The HA devs simply forgot about it. It’s as simple as that. It’s not part of their testing protocol. Which shows a lack of product maturity. Anyway, this is probably OT.
Same here, around 3AM crashed due winter time trigger. It’s was a suprise this morning for me. I just have to reboot and everything is back fine luckely.
Similar issue this morning.
Got woken up 4:45 by my son saying his light switch doesn’t work for his Lego’ing (Shelly in detached mode, controlling hue colour candle bulb).
I told him to go to bed for another hour and then it would work:)
Anyway, HA’s webpage appeared non existent.
Rebooted VM Guest and all appeared fine.
Not had this before (i’m quite up to date core-2021.10.4 / supervisor-2021.10.6)
Hit by the DST bug as well Luckily there is a year time to fix the bug, I believe there’s no issue when changing time in the opposite direction, or is there?
Yes, a year for those of us who have just gone through it, but the US will go through this in 7 days, so it’s going to need fixing pretty fast.
Wow. Brings back memories of the early days of mainframes. We had one system we used to have to shut down for that hour during the time change. I might have to do that for the US time change if the fix isn’t out by then. Glad they moved the date we change the clocks a few years ago!
It also seems funny to me now, but at three o’clock in the morning it was like a carousel
It will likely kill some SD card systems though.

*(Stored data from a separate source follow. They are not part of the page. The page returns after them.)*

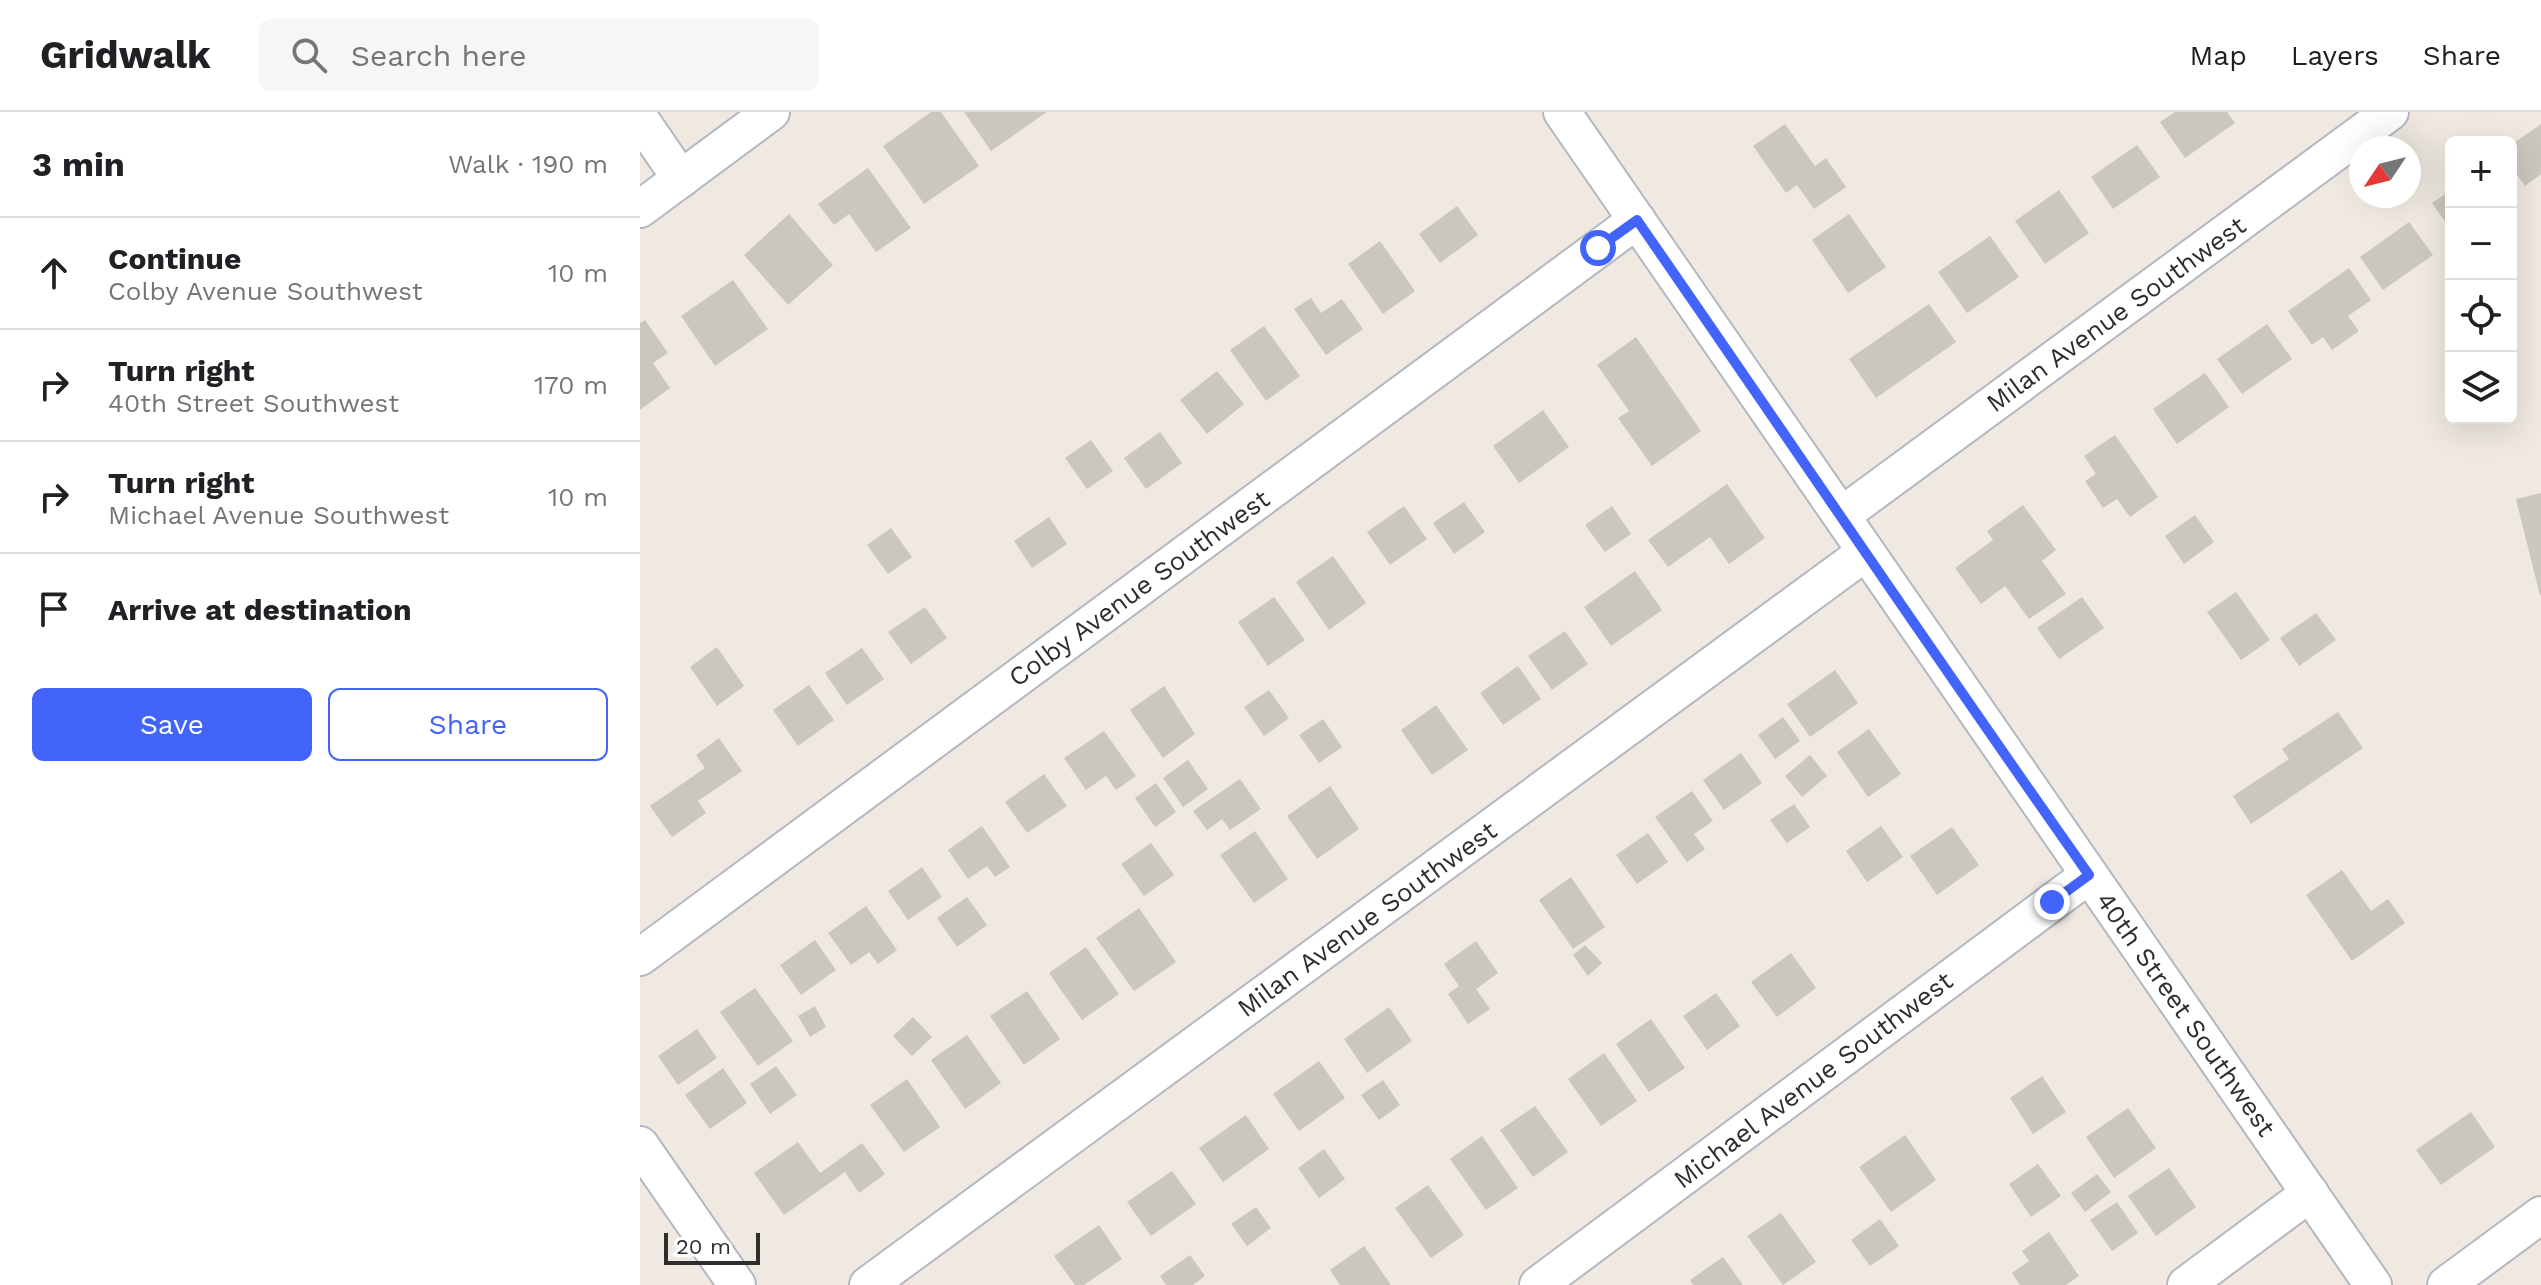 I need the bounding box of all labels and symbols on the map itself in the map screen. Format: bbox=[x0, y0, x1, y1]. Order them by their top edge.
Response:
north arrow bbox=[2349, 136, 2421, 208]
street label: Milan Avenue Southwest bbox=[1981, 210, 2251, 418]
route start bbox=[1580, 230, 1616, 266]
street label: Colby Avenue Southwest bbox=[1003, 483, 1275, 693]
street label: Milan Avenue Southwest bbox=[1232, 815, 1502, 1023]
route end bbox=[2034, 884, 2070, 920]
street label: 40th Street Southwest bbox=[2090, 886, 2282, 1142]
street label: Michael Avenue Southwest bbox=[1668, 965, 1958, 1195]
scale bar bbox=[664, 1229, 760, 1265] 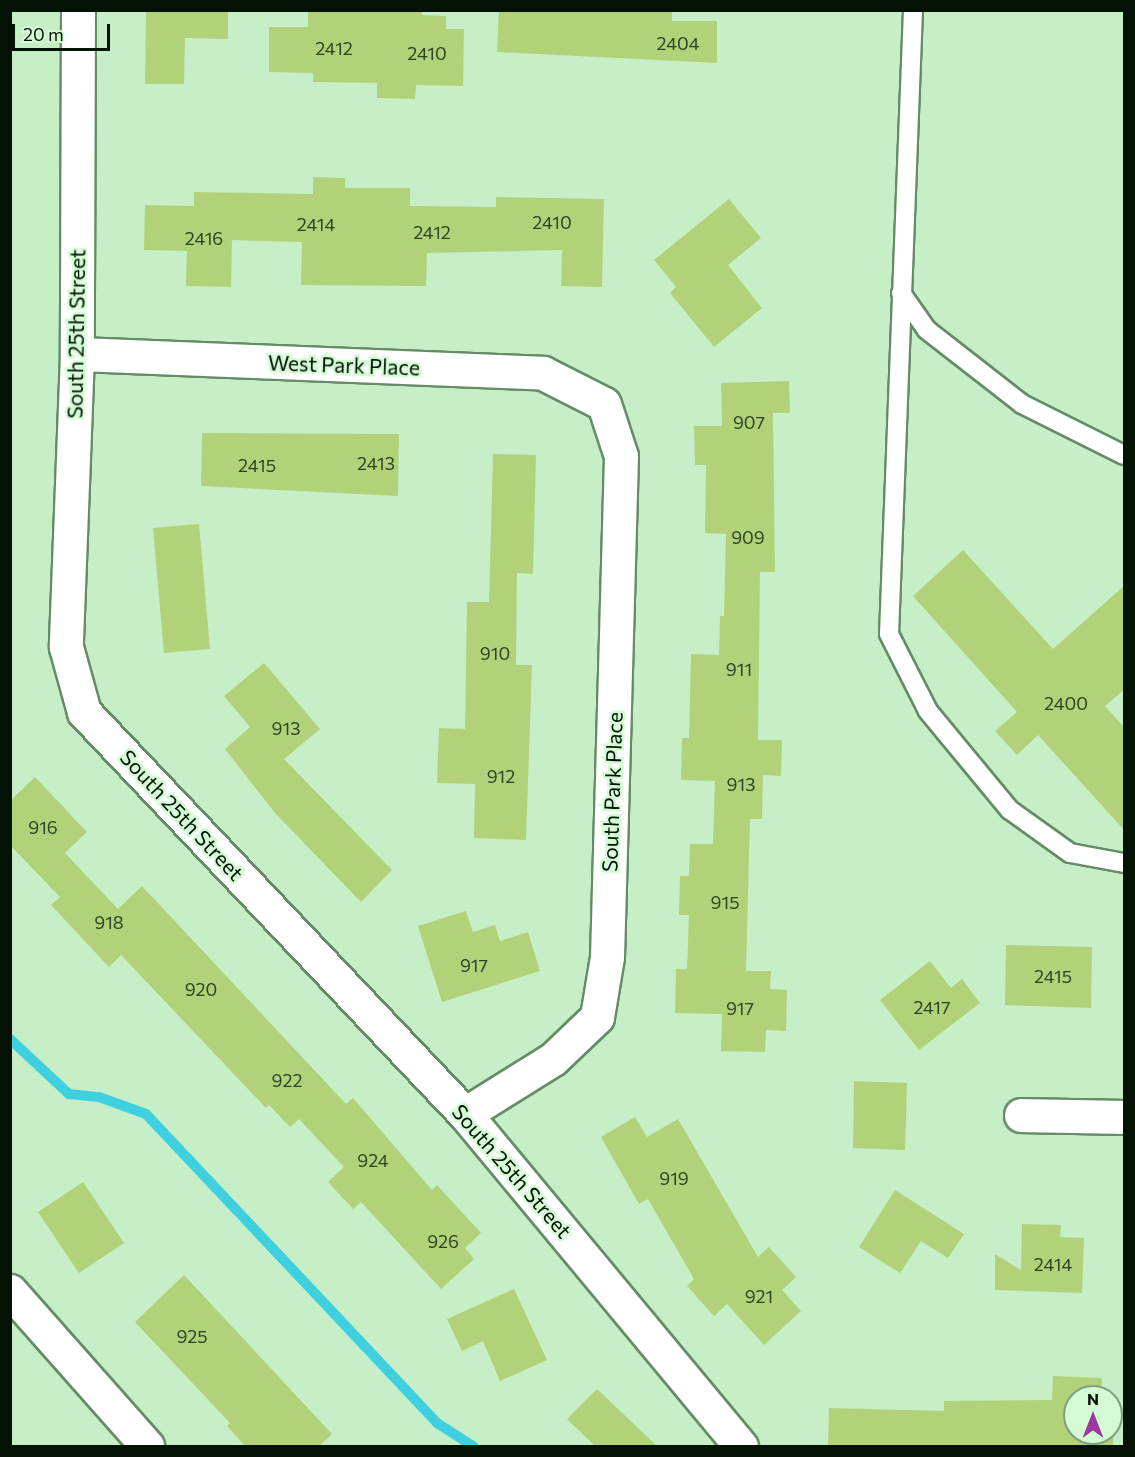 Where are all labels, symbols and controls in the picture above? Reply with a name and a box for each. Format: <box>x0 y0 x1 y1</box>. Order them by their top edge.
scale bar <box>15 12 112 50</box>
text: 20 m <box>23 23 64 45</box>
house number: 2404 <box>656 32 700 54</box>
house number: 2412 <box>315 37 353 59</box>
house number: 2410 <box>407 42 447 64</box>
house number: 2410 <box>532 211 572 233</box>
house number: 2414 <box>297 213 335 235</box>
house number: 2412 <box>413 221 451 243</box>
house number: 2416 <box>185 227 223 249</box>
street label: South 25th Street <box>62 249 90 419</box>
street label: West Park Place <box>268 350 420 380</box>
house number: 907 <box>733 411 765 433</box>
house number: 2413 <box>357 452 395 474</box>
house number: 2415 <box>238 454 276 476</box>
house number: 909 <box>731 526 765 548</box>
house number: 910 <box>480 642 510 664</box>
house number: 911 <box>726 658 752 680</box>
house number: 2400 <box>1044 692 1088 714</box>
street label: South Park Place <box>597 712 627 872</box>
house number: 913 <box>272 717 300 739</box>
street label: South 25th Street <box>115 745 249 885</box>
house number: 912 <box>487 765 515 787</box>
house number: 913 <box>727 773 755 795</box>
house number: 916 <box>28 816 58 838</box>
house number: 915 <box>711 891 739 913</box>
house number: 918 <box>94 911 124 933</box>
house number: 917 <box>460 954 488 976</box>
house number: 2415 <box>1034 965 1072 987</box>
house number: 920 <box>185 978 217 1000</box>
house number: 2417 <box>913 996 951 1018</box>
house number: 917 <box>726 997 754 1019</box>
house number: 922 <box>272 1069 302 1091</box>
street label: South 25th Street <box>447 1099 577 1243</box>
house number: 924 <box>357 1149 389 1171</box>
house number: 919 <box>659 1167 689 1189</box>
house number: 926 <box>427 1230 459 1252</box>
house number: 2414 <box>1034 1253 1072 1275</box>
house number: 921 <box>745 1285 773 1307</box>
house number: 925 <box>176 1325 208 1347</box>
north arrow <box>1063 1385 1123 1445</box>
text: N <box>1087 1389 1099 1408</box> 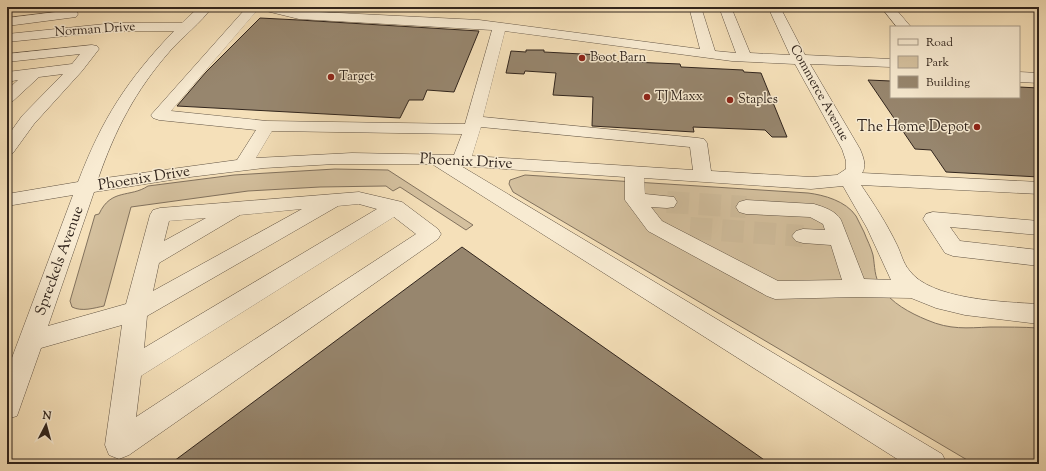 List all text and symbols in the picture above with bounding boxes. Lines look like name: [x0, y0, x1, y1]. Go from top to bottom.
street label: Norman Drive: [54, 18, 136, 42]
legend: [890, 26, 1020, 98]
text: Road: [926, 34, 953, 52]
street label: Commerce Avenue: [785, 42, 853, 144]
place label: Boot Barn: [590, 49, 646, 67]
marker: Boot Barn: [577, 53, 587, 63]
text: Park: [926, 54, 949, 72]
place label: Target: [339, 68, 375, 86]
marker: Target: [326, 72, 336, 82]
text: Building: [926, 74, 970, 92]
place label: TJ Maxx: [655, 88, 703, 106]
place label: Staples: [738, 91, 778, 109]
marker: TJ Maxx: [642, 92, 652, 102]
marker: Staples: [725, 95, 735, 105]
place label: The Home Depot: [857, 117, 969, 138]
marker: The Home Depot: [972, 122, 982, 132]
street label: Phoenix Drive: [419, 149, 513, 175]
street label: Phoenix Drive: [96, 161, 192, 197]
street label: Spreckels Avenue: [31, 203, 89, 319]
north arrow: [26, 405, 66, 445]
text: N: [41, 408, 52, 424] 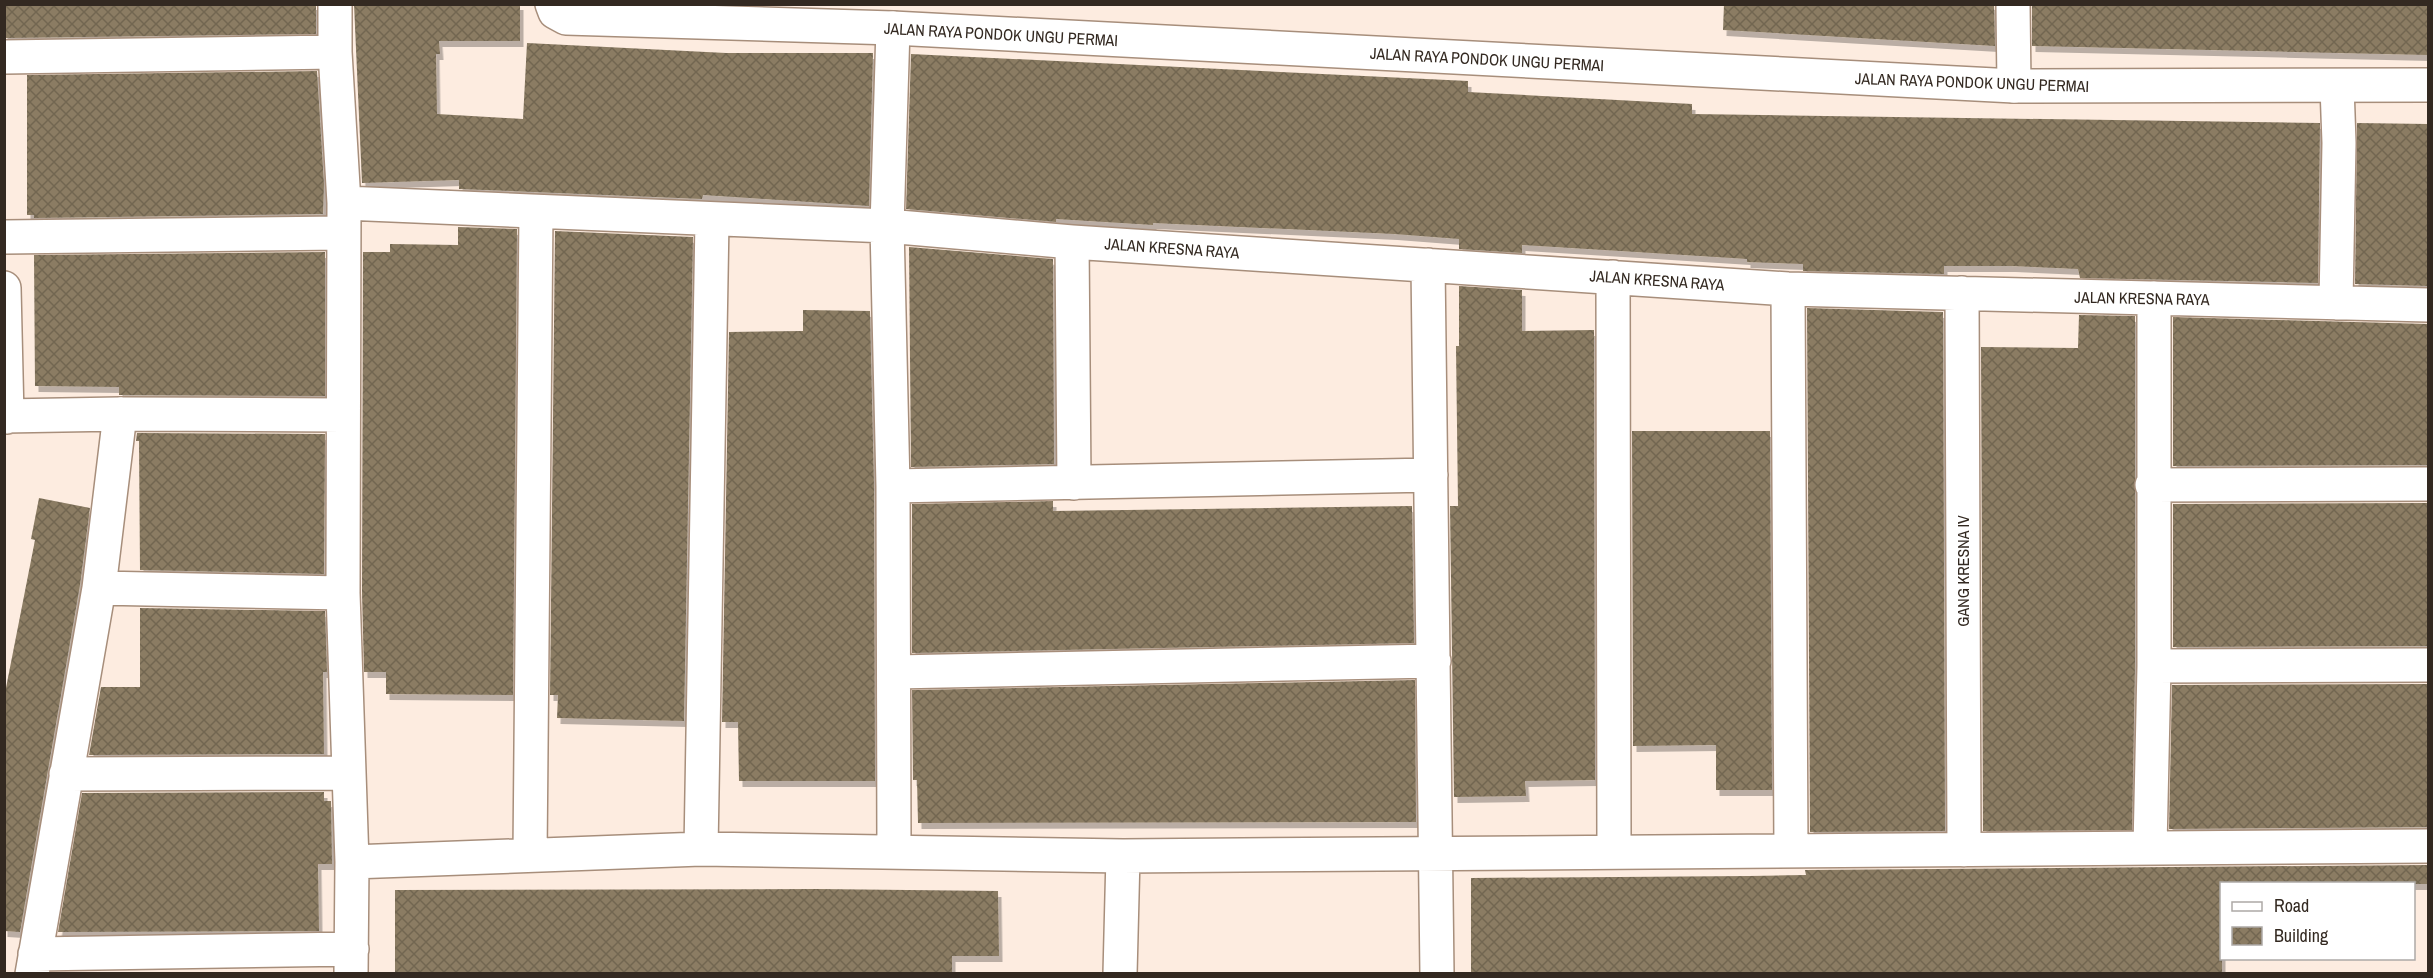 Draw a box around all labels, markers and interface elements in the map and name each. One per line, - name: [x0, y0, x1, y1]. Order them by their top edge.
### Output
- street label: JALAN RAYA PONDOK UNGU PERMAI: [883, 17, 1119, 51]
- street label: JALAN RAYA PONDOK UNGU PERMAI: [1369, 42, 1605, 76]
- street label: JALAN RAYA PONDOK UNGU PERMAI: [1855, 67, 2089, 97]
- street label: JALAN KRESNA RAYA: [1104, 232, 1240, 264]
- street label: JALAN KRESNA RAYA: [1589, 264, 1725, 296]
- street label: JALAN KRESNA RAYA: [2074, 286, 2210, 310]
- street label: GANG KRESNA IV: [1952, 515, 1974, 627]
- legend: [2220, 882, 2415, 960]
- text: Road: [2274, 893, 2309, 918]
- text: Building: [2274, 923, 2329, 948] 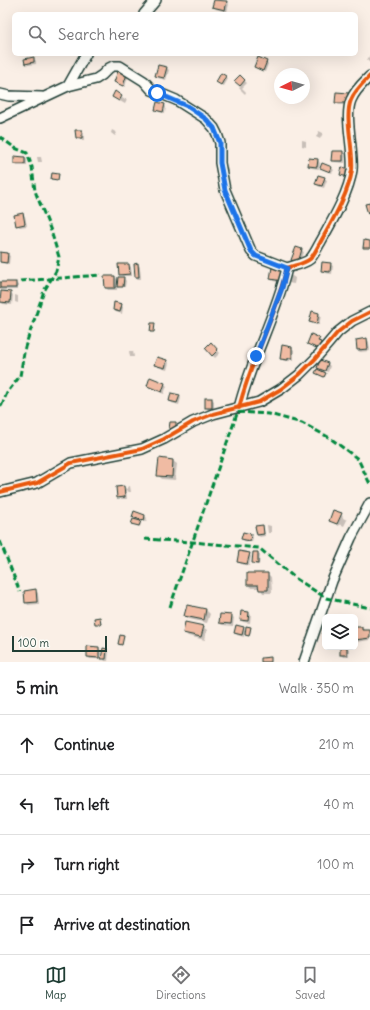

Writing 50 ish lines every second to the log, will be pretty tough on the SD card, my log grew to 127mb during this period. Thankfully I am not on an SD card system.
After DST change, the first automation triggered by a time pattern got in loop and triggered 16 times per second, that is the amount of log entries I found. From that time on all my sensors (MQTT and RfxTrx) flatlined. The only remedy was to restart HA. I can imagine that this amount of info written to the logs can be the cause of many different errors.
Lucky my defaults for crashing are ‘light off’. I do not make use of time pattern triggers, but I do have several time sensors that seemed to have run out of sync at 2:00 in the morning.
I run two instances of HassOS headless, on a Pi3b and the other on a Pi4. Both crashed past night. Burned a couple of SSD’s in the past by plugging the power off/on whenever an HA instance crashed. Since I am stable since a couple of months on new SSD’s, I now resolved the issue by:
- Connecting a USB keyboard to the Pi.
- Type
root
and hit enter. - Type
core start
and hit enter. - Wait 2-3 minutes and try to connect.
Since our alarm clock is set in Home Assistant for radio and wake-up lights, this problem could have resulted in us not waking up on time. Guess having set a backup alarm because we suspected this crash was not a bad idea.